**What you should do**
Exactly reproduce the data from its first line through the line with "Draw a box around", leaving out every line after it.

::::

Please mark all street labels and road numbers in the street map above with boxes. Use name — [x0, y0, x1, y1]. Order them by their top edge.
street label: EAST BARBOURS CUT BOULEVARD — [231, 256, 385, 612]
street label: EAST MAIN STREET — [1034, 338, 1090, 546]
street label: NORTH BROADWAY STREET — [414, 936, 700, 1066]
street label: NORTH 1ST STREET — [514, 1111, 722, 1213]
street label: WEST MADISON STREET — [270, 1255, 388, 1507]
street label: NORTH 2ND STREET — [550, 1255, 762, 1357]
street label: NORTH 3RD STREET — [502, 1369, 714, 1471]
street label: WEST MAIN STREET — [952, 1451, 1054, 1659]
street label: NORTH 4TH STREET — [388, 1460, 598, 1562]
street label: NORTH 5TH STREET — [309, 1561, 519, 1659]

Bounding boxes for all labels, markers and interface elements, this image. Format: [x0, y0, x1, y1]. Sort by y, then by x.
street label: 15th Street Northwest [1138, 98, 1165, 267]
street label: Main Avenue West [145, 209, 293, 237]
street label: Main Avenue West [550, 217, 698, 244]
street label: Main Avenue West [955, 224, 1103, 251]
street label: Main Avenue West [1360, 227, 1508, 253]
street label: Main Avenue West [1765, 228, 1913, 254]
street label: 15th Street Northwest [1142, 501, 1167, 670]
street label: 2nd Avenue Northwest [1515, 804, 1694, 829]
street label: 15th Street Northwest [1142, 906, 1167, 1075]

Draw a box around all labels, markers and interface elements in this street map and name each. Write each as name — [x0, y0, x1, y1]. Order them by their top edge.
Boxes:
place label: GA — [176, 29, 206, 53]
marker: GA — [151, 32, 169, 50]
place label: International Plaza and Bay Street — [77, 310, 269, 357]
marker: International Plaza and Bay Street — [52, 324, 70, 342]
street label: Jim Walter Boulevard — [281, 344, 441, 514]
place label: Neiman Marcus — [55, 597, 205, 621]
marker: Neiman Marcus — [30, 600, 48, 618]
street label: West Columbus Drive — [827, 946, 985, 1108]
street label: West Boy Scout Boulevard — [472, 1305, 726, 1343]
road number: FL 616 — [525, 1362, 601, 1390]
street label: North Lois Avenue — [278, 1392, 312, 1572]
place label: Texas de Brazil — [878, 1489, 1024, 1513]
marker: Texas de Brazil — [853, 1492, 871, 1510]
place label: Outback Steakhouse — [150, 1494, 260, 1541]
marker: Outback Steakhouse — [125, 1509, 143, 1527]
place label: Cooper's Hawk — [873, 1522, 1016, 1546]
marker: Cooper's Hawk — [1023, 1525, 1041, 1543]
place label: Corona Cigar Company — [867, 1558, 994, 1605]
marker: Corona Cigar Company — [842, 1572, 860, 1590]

::::

**Task response**
Please mark all street labels and road numbers in the street map above with boxes. Use name — [x0, y0, x1, y1]. Order them by their top edge.
street label: EAST BARBOURS CUT BOULEVARD — [231, 256, 385, 612]
street label: EAST MAIN STREET — [1034, 338, 1090, 546]
street label: NORTH BROADWAY STREET — [414, 936, 700, 1066]
street label: NORTH 1ST STREET — [514, 1111, 722, 1213]
street label: WEST MADISON STREET — [270, 1255, 388, 1507]
street label: NORTH 2ND STREET — [550, 1255, 762, 1357]
street label: NORTH 3RD STREET — [502, 1369, 714, 1471]
street label: WEST MAIN STREET — [952, 1451, 1054, 1659]
street label: NORTH 4TH STREET — [388, 1460, 598, 1562]
street label: NORTH 5TH STREET — [309, 1561, 519, 1659]

Bounding boxes for all labels, markers and interface elements, this image. Format: [x0, y0, x1, y1]. Sort by y, then by x.
street label: 15th Street Northwest [1138, 98, 1165, 267]
street label: Main Avenue West [145, 209, 293, 237]
street label: Main Avenue West [550, 217, 698, 244]
street label: Main Avenue West [955, 224, 1103, 251]
street label: Main Avenue West [1360, 227, 1508, 253]
street label: Main Avenue West [1765, 228, 1913, 254]
street label: 15th Street Northwest [1142, 501, 1167, 670]
street label: 2nd Avenue Northwest [1515, 804, 1694, 829]
street label: 15th Street Northwest [1142, 906, 1167, 1075]

Draw a box around all labels, markers and interface elements in this street map and name each. Write each as name — [x0, y0, x1, y1]. Order them by their top edge.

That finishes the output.